Obama's tendency to impugn Republican motives--instead of attributing conflict to a different view of the federal government's role or contrasting economic philosophy--has helped erode what little good will was left between the two parties when he took office.

"I was actually hopeful that somehow he would change the environment, but instead he exacerbated an already perilous situation," said former Sen. Norm Coleman, R-Minn., chairman of the board of the American Action Network. "He offered the greatest opportunity and the greatest promise, and if you look at the distance from the promise to where we've descended, that says it all."

In fairness to Obama, few Republicans were willing to give him a chance. The remark that seemed to encapsulate the GOP's all-consuming hostility came from McConnell, who told National Journal in 2010: "The single most important thing we want to achieve is for President Obama to be a one-term president."

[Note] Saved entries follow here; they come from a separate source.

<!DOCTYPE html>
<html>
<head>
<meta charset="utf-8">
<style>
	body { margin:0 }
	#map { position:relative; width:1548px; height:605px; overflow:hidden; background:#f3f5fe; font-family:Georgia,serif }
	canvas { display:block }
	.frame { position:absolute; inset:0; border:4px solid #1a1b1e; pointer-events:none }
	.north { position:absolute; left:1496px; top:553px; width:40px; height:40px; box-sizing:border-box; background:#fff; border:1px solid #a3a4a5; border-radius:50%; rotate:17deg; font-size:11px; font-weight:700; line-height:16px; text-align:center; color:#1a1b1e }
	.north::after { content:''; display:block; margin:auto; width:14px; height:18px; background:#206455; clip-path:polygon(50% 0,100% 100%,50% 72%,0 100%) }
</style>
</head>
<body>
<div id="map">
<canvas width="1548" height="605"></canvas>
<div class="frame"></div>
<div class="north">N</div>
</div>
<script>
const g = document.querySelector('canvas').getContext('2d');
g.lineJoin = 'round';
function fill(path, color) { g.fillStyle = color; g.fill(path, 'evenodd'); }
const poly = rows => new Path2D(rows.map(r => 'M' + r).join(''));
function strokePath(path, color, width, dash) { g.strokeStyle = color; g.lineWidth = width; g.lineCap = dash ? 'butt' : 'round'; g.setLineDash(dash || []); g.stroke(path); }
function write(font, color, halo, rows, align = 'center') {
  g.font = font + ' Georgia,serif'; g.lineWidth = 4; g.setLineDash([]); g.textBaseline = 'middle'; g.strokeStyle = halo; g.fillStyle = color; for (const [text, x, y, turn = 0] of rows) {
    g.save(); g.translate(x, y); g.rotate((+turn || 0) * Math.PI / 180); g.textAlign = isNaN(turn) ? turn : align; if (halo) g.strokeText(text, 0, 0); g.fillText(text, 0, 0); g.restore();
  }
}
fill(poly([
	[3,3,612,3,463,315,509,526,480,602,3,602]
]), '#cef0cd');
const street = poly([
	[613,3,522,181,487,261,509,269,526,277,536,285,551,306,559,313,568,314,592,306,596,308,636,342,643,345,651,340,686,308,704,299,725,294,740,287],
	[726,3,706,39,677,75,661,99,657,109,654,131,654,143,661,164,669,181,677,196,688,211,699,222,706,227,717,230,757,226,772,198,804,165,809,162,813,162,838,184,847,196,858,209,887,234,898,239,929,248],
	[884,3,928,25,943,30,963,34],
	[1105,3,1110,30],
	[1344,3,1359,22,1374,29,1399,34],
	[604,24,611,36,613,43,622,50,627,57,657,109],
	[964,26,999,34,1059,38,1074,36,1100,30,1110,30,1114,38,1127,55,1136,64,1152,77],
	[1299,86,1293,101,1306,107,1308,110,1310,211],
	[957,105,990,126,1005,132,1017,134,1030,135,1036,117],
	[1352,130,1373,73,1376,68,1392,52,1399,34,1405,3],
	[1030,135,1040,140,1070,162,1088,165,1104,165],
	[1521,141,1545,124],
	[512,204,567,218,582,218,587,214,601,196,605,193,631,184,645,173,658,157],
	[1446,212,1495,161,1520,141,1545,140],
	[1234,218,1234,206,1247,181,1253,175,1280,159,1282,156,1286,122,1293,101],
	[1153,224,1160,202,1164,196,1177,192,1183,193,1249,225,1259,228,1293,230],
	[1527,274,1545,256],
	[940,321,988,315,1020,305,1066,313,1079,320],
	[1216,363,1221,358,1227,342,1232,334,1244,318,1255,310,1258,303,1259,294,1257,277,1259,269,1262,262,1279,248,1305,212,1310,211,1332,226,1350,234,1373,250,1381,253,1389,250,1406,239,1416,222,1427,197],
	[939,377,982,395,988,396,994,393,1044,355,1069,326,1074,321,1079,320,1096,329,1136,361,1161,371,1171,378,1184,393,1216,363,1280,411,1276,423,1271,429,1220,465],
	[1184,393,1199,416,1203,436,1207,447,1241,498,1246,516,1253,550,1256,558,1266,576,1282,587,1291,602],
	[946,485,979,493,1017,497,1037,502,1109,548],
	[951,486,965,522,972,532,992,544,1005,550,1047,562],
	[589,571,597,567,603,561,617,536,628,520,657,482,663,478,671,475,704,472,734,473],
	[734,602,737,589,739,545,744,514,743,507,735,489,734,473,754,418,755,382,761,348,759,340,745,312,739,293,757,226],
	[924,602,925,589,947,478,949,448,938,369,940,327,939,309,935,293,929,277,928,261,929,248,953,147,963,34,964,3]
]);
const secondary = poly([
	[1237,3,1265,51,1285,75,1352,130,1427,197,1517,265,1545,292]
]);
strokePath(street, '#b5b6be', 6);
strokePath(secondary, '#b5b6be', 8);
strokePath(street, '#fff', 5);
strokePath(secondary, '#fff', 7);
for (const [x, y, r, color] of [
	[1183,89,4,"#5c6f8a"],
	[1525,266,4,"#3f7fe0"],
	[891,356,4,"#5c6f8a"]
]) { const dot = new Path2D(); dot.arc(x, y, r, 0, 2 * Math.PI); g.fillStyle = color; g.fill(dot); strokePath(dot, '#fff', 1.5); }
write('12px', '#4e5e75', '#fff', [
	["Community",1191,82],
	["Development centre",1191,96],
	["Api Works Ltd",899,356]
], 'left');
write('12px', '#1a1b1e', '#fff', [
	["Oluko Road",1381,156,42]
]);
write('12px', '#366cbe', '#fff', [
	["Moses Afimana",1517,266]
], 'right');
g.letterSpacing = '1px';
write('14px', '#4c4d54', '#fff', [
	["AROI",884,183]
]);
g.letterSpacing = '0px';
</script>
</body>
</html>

Obama's former deputy press secretary, Bill Burton, said it's impossible to reach compromises with tea-party conservatives seeking control of the Republican Party.
"There's a false idea that if the president spent more time playing golf with [House Speaker] John Boehner or having cocktails with [Sen.] Ted Cruz that all this animosity would be papered over," Burton said. "There have been no willing partners."